Grupy dyskusyjne   »   pl.misc.samochody   »   Czy przy wymianie tarcz obowiązkowo zmieniać klocki.

Czy przy wymianie tarcz obowiązkowo zmieniać klocki.

Data: 2010-09-20 11:55:37
Autor: Artur 'futrzak' Maśląg
Czy przy wymianie tarcz obowiązkowo zmieniać klocki.
W dniu 2010-09-20 09:24, BaX pisze:
Witam.

Jak w temacie, biorąc pod uwagę, że klocki mają jeszcze po +/- 80% 'mięsa'

Zakładanie używanych klocków do nowych tarcz to zwykłe druciarstwo.

Data: 2010-09-20 12:04:14
Autor: krzysiek82
Czy przy wymianie tarcz obowiązkowo zmieniać klocki.
W dniu 2010-09-20 11:55, Artur 'futrzak' Maśląg pisze:
Zakładanie używanych klocków do nowych tarcz to zwykłe druciarstwo.

Nie jest to druciarstwo, jeśli klocki są równo zjechane i mają równą powierzchnie jak najbardziej można je zastosować. Druciarstwem jest stosowanie starych zjechanych tarcz do nowych klocków.

--
krzysiek82

Data: 2010-09-20 12:13:30
Autor: Artur 'futrzak' Maśląg
Czy przy wymianie tarcz obowiązkowo zmieniać klocki.
W dniu 2010-09-20 12:04, krzysiek82 pisze:
W dniu 2010-09-20 11:55, Artur 'futrzak' Maśląg pisze:
Zakładanie używanych klocków do nowych tarcz to zwykłe druciarstwo.

Nie jest to druciarstwo, jeśli klocki są równo zjechane i mają równą
powierzchnie jak najbardziej można je zastosować.

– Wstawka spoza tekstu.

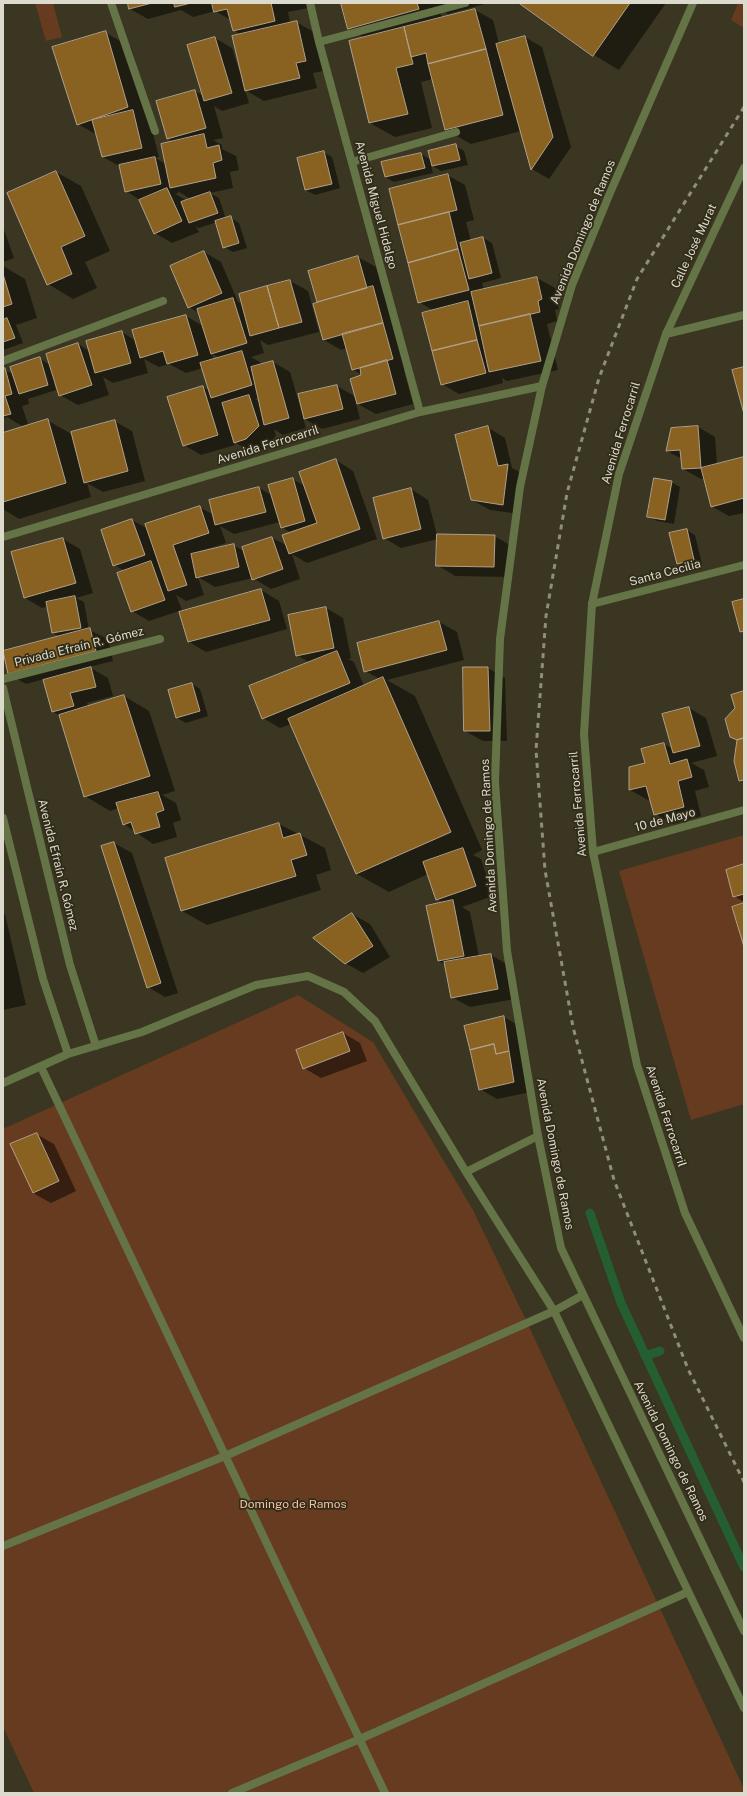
<!DOCTYPE html>
<html>
<head>
<meta charset="utf-8">
<style>
  body { margin:0 }
  #map { position:relative; width:747px; height:1796px; overflow:hidden; background:#3a3621; font-family:"Public Sans",sans-serif }
  canvas { display:block }
  .frame { position:absolute; inset:0; border:4px solid #dcdacd; pointer-events:none }
</style>
</head>
<body>
<div id="map">
<canvas width="747" height="1796"></canvas>
<div class="frame"></div>
</div>
<script>
const g = document.querySelector('canvas').getContext('2d');
g.lineJoin = 'round';
function paint(path, color) {
  g.fillStyle = color;
  g.fill(path, 'evenodd');
}
function trace(path, color, width, dash) {
  g.strokeStyle = color;
  g.lineWidth = width;
  g.lineCap = dash ? 'butt' : 'round';
  g.setLineDash(dash || []);
  g.stroke(path);
}
function write(font, color, halo, rows, align = 'center') {
  g.font = font + ' "Public Sans",sans-serif';
  g.lineWidth = 3.5;
  g.setLineDash([]);
  g.textBaseline = 'middle';
  g.strokeStyle = halo;
  g.fillStyle = color;
  for (const [text, x, y, turn = 0] of rows) {
    g.save();
    g.translate(x, y);
    g.rotate((+turn || 0) * Math.PI / 180);
    g.textAlign = isNaN(turn) ? turn : align;
    if (halo) g.strokeText(text, 0, 0);
    g.fillText(text, 0, 0);
    g.restore();
  }
}
const green = new Path2D(`
  M35,3H53L62,37L46,41Z
  M738,3H744V28L731,20Z
  M744,835V1104L691,1120L619,871Z
  M298,995L373,1042L473,1210L525,1318L744,1789V1793H34L3,1727V1129Z`);
const shadow = new Path2D(`
  M129,3H307L308,8L288,12L290,23L296,22L314,32L323,71L313,73L317,88L264,101L245,90L249,103L222,111L214,106L223,138L213,140L222,145V149L236,156L239,170L230,172L233,188L210,193L219,198L226,219L231,218L239,223L247,248L233,252L224,247L217,222L199,228L196,227L199,232L172,243L155,233L140,200L126,191L121,167L103,157L97,135L78,124L106,33L131,47L153,121L150,122L159,157L155,158L166,164L174,142L167,138L195,91L204,96L215,38L232,48L240,73L242,72V35L233,30L231,20L215,11L193,17L181,10L148,19L130,9ZM178,191L189,198L200,195V196L185,202L184,199L175,194L178,193Z
  M342,3H488L448,14L440,9L442,18L475,10L493,20L499,44L525,37L542,47L571,147L549,179L532,169L521,131L471,144L446,130L433,79L421,82L432,128L395,137L370,123L365,38L349,29Z
  M521,3H666L619,70L594,55Z
  M456,146L464,151L468,165L441,171L431,165L433,173L394,182L385,177L382,163L421,154L431,160Z
  M323,152L332,157L340,188L315,195L306,190Z
  M56,172L81,186L110,251L85,262L97,288L73,299L48,284Z
  M447,175L465,185L474,220L466,222L471,241L483,238L492,243L501,278L482,283L484,290L537,278L555,288L559,309L555,310L557,321L547,324L558,370L507,381L502,378L503,383L459,394L442,384L434,311L419,302Z
  M3,227L14,258L3,262Z
  M204,252L221,262L238,302L243,304L290,281L308,291L319,332L268,345L260,340L264,353L251,357L260,362L261,366L273,362L290,372L301,410L337,386L356,397L364,376L352,369L347,348L341,350L324,340L319,303L309,271L358,257L376,267L383,293L390,297L410,369L404,370L413,404L376,414L356,403L360,419L322,429L303,418L306,428L283,435L274,429L276,436L264,449L253,452L234,442L235,445L201,455L184,445L203,387L210,391L203,368L186,373L169,364L159,367L144,359L148,373L113,383L103,377L109,395L78,405L60,395L56,383H54L56,390L28,399L29,404L22,406L28,424L22,426L7,417L3,419V370L14,374L39,358L50,365L78,344L89,351L122,332L136,341L134,331L186,316L203,326L199,313L189,307ZM212,354L220,358L214,360ZM259,398L260,402L255,399Z
  M3,266L25,279L37,318L16,325L23,343L3,350Z
  M47,420L73,435L114,421L132,431L145,481L103,492L87,483L91,497L19,519L3,509V434Z
  M487,427L505,438L512,468L525,475L520,514L490,510L472,500Z
  M698,427L715,437L717,465L744,458V513L729,516L711,506L705,479H701L683,469L682,459L667,451Z
  M336,460L353,471L377,539L307,563L292,554L300,579L271,589L253,578L215,587L198,577L204,595L186,601L176,595L182,610L149,621L132,611L125,571L114,565L132,520L148,529L199,507L214,515L259,488L273,496L292,479L305,486ZM280,522L282,527L291,533L288,546L272,538L244,551L233,545L200,553V551L226,543L220,526L234,534Z
  M671,482L680,487L674,524L657,521L648,516Z
  M411,489L428,500L437,535L494,536L512,546L511,577L455,576L437,565L438,539L401,548L384,538Z
  M686,530L695,535L702,564L686,568L678,563Z
  M63,539L80,549L93,593L76,598L84,602L89,630L108,639L113,661L89,667L108,678L113,696L87,703L88,707L124,696L149,711L175,791L162,795L176,803L181,820L173,823L177,837L153,844L124,824L119,808L110,811L85,796L60,716L52,711L44,679L26,684L9,674L3,652L61,637L53,633L48,606L42,608L25,598Z
  M261,590L279,601L287,629L206,652L189,642Z
  M326,608L343,618L351,658L348,659L354,662L364,686L380,679L365,671L439,622L457,632L464,660L387,680L415,696L482,850L473,855L481,859L493,896L462,907L470,912L479,957L491,955L508,965L515,999L470,1007L452,997L446,965L438,961L444,903L437,899L428,874L389,892L357,874L291,724L280,728L263,718L310,663L297,655Z
  M488,668L505,678L507,741H483L465,731Z
  M192,684L200,689L208,716L186,723L177,718Z
  M689,708L706,718L717,756L691,763L704,770L709,787L695,791L701,816L673,824L655,814L651,799L648,800L630,790V768L646,764L642,750L664,744L673,749Z
  M279,824L325,848L331,870L316,875L321,890L207,925L182,911Z
  M114,843L132,853L178,993L165,997L148,987L102,847Z
  M744,865V902L734,896Z
  M3,913L5,914L26,1005L3,1010Z
  M352,914L370,924L390,957L363,973L345,963Z
  M504,1017L521,1027L531,1092L497,1099L480,1089Z
  M343,1033L360,1043L367,1061L321,1078L304,1068Z
  M36,1134L54,1144L76,1191L51,1203L33,1193Z`);
const stream = new Path2D(`
  M590,1213L621,1303L744,1567
  M645,1356L660,1351`);
const building = new Path2D(`
  M128,3H152L129,9Z
  M174,3H191L175,7Z
  M212,3H271L275,21L233,31L227,9L214,12Z
  M341,3H417L419,9L348,29Z
  M519,3H630L593,56Z
  M475,9L486,49L428,64L426,53L411,57L404,27Z
  M297,21L306,61L296,63L300,78L245,91L232,36Z
  M404,27L413,64L396,68L408,114L369,123L349,41Z
  M106,31L128,107L77,125L52,47Z
  M525,36L553,137L531,170L496,44Z
  M215,37L232,93L204,101L187,45Z
  M486,49L503,115L445,130L428,64Z
  M195,90L206,128L167,139L156,101Z
  M133,110L142,148L102,157L92,120Z
  M204,134L207,148L219,145L222,160L213,163L216,178L170,188L161,144Z
  M456,144L460,160L432,166L428,151Z
  M324,151L332,184L305,190L297,158Z
  M421,153L425,168L385,177L381,162Z
  M155,157L161,184L125,192L119,165Z
  M56,171L85,236L61,247L72,274L47,285L7,193Z
  M448,174L457,210L398,225L389,189Z
  M167,188L182,221L154,234L139,200Z
  M210,192L218,213L189,223L181,202Z
  M449,212L458,249L408,263L398,225Z
  M231,216L239,243L223,248L215,221Z
  M483,237L492,273L469,279L460,243Z
  M458,249L469,290L418,303L408,263Z
  M204,251L222,293L188,308L170,266Z
  M358,256L367,288L317,302L308,271Z
  M3,274L12,304L3,307Z
  M537,277L542,299L538,301L540,312L479,326L471,292Z
  M290,280L302,322L279,328L267,286Z
  M267,286L279,328L250,336L239,294Z
  M373,286L383,323L323,340L313,304Z
  M233,298L247,343L211,354L197,309Z
  M468,301L477,340L432,351L422,313Z
  M530,314L541,361L489,372L479,326Z
  M186,315L198,355L167,364L163,351L140,358L132,330Z
  M7,318L15,338L3,342V320Z
  M383,323L393,359L352,370L342,334Z
  M122,331L131,363L95,373L86,341Z
  M477,340L486,373L441,385L432,351Z
  M78,343L92,385L59,396L46,354Z
  M242,351L252,385L211,398L200,363Z
  M40,357L48,385L19,394L10,367Z
  M387,360L396,394L357,404L350,379L361,375L360,368Z
  M273,361L289,418L264,425L251,367Z
  M744,367V414L732,370Z
  M5,368L12,394L5,396L11,414L3,416V369Z
  M337,385L343,409L304,419L298,394Z
  M203,386L218,435L183,446L167,397Z
  M249,395L259,426L246,439L234,443L222,403Z
  M48,419L66,483L3,502V433Z
  M115,420L128,471L84,483L71,432Z
  M488,426L498,466L508,464L503,505L471,500L455,435Z
  M698,426L701,468L682,469L680,450L666,451L671,428Z
  M744,457V498L711,507L701,468Z
  M336,459L360,529L289,554L282,535L317,523L299,472Z
  M293,478L305,521L281,528L268,485Z
  M654,478L672,481L665,520L647,517Z
  M259,487L266,512L215,525L209,500Z
  M411,488L421,529L383,539L373,498Z
  M200,506L209,533L173,545L187,585L168,591L145,524Z
  M132,519L145,555L113,566L101,530Z
  M687,529L694,560L677,564L669,533Z
  M437,534L495,535L494,567L436,566Z
  M272,537L283,569L252,580L242,547Z
  M63,538L76,583L24,598L11,552Z
  M234,544L239,567L196,578L191,554Z
  M151,561L165,600L131,612L117,573Z
  M261,589L270,620L188,642L179,612Z
  M75,596L81,628L52,633L46,602Z
  M744,599V631L740,632L732,602Z
  M326,607L334,648L296,656L288,615Z
  M439,621L447,650L364,672L357,643Z
  M90,628L96,651L8,674L3,651Z
  M337,651L350,683L262,719L249,686Z
  M91,667L96,687L70,693L74,706L52,712L43,680Z
  M463,667H488L490,731H464Z
  M383,677L451,832L356,874L288,719Z
  M192,683L200,711L176,718L168,690Z
  M744,691V738L737,740L730,737L725,719L735,708L731,695Z
  M124,695L150,776L84,797L59,715Z
  M689,707L700,746L673,753L662,714Z
  M744,738V780L739,781L734,761L737,740Z
  M664,743L670,764L687,759L692,777L678,781L684,807L654,815L646,786L629,790V767L645,763L641,749Z
  M158,792L164,810L156,813L160,827L135,834L131,822L123,825L116,803Z
  M279,823L283,838L300,833L307,855L291,860L296,876L181,911L165,858Z
  M114,842L161,983L147,988L101,846Z
  M463,848L476,886L436,900L423,862Z
  M744,864V894L733,897L726,870Z
  M453,900L464,956L438,961L426,906Z
  M744,903V947L732,907Z
  M352,913L373,946L345,964L313,938Z
  M491,954L498,989L451,998L444,962Z
  M504,1016L509,1051L496,1054L494,1044L470,1050L464,1026Z
  M343,1032L350,1051L303,1069L296,1050Z
  M494,1044L496,1054L509,1051L514,1082L479,1090L470,1050Z
  M37,1133L59,1181L33,1193L10,1144Z`);
const service = new Path2D(`
  M41,1067L385,1793
  M3,1546L225,1456L554,1311
  M232,1793L360,1739L688,1592`);
const minor = new Path2D(`
  M111,3L155,131
  M310,3L319,42L420,412
  M319,42L465,3
  M352,162L456,132
  M666,334L744,315
  M3,361L163,301
  M3,537L420,412L542,386
  M592,604L744,565
  M3,679L160,639
  M3,688L70,965L96,1046
  M3,818L43,979L68,1054
  M593,852L744,810
  M3,1083L68,1054L142,1032L256,985L308,976L344,992L375,1021L466,1172L554,1311
  M466,1172L538,1136`);
const tertiary = new Path2D(`
  M693,3L610,193L572,285L542,386L520,487L500,639L495,782L507,951L538,1136L561,1248L744,1631
  M744,168L666,334L619,474L592,604L584,734L593,852L637,1065L685,1213L744,1338
  M583,1295L554,1311L744,1708`);
const rail = new Path2D(`
  M744,107L637,279L599,378L567,493L546,616L536,750L545,870L573,1027L614,1180L688,1369L744,1482`);
const streetNames = [
  ["Avenida Miguel Hidalgo",376,205,75],
  ["Avenida Domingo de Ramos",583,232,-68],
  ["Calle José Murat",694,246,-65],
  ["Avenida Ferrocarril",621,433,-73],
  ["Avenida Ferrocarril",268,445,-17],
  ["Santa Cecilia",665,573,-15],
  ["Privada Efraín R. Gómez",79,647,-14],
  ["Avenida Ferrocarril",578,804,-95],
  ["10 de Mayo",665,820,-15],
  ["Avenida Domingo de Ramos",489,836,-93],
  ["Avenida Efraín R. Gómez",58,865,76],
  ["Avenida Ferrocarril",666,1116,72],
  ["Avenida Domingo de Ramos",555,1154,79],
  ["Avenida Domingo de Ramos",671,1451,64]
];
const parkNames = [
  ["Domingo de Ramos",293,1504]
];
paint(green, '#663b1f');
paint(shadow, '#0007');
trace(stream, '#255e30', 9);
paint(building, '#896221');
trace(building, '#afa08b', 1);
trace(service, '#647446', 8);
trace(minor, '#647446', 8);
trace(tertiary, '#647446', 8);
trace(rail, '#908d7c', 3, [5, 5]);
write('12px', '#dcdacd', '#302c18', streetNames);
write('12px', '#f5bfa0', '#302c18', parkNames);
</script>
</body>
</html>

Tak, typowe opowieści serwisu Zenex-Garage. Później opowieści, jakie
to kiepskie klocki, kiepskie tarcze, albo narzekania, że samochody
nie hamują - w szczególności te używane. Oczywiście zużyły się
równo po obu stronach tarczy i samochodu.

Druciarstwem jest
stosowanie starych zjechanych tarcz do nowych klocków.

A co to ma do rzeczy?

Data: 2010-09-20 13:11:03
Autor: Adam Płaszczyca
Czy przy wymianie tarcz obowiązkowo zmieniać klocki.
Dnia Mon, 20 Sep 2010 12:13:30 +0200, Artur 'futrzak' Maśląg napisał(a):

Nie jest to druciarstwo, jeśli klocki są równo zjechane i mają równą
powierzchnie jak najbardziej można je zastosować.

Tak, typowe opowieści serwisu Zenex-Garage. Później opowieści, jakie
to kiepskie klocki, kiepskie tarcze, albo narzekania, że samochody
nie hamują - w szczególności te używane. Oczywiście zużyły się
równo po obu stronach tarczy i samochodu.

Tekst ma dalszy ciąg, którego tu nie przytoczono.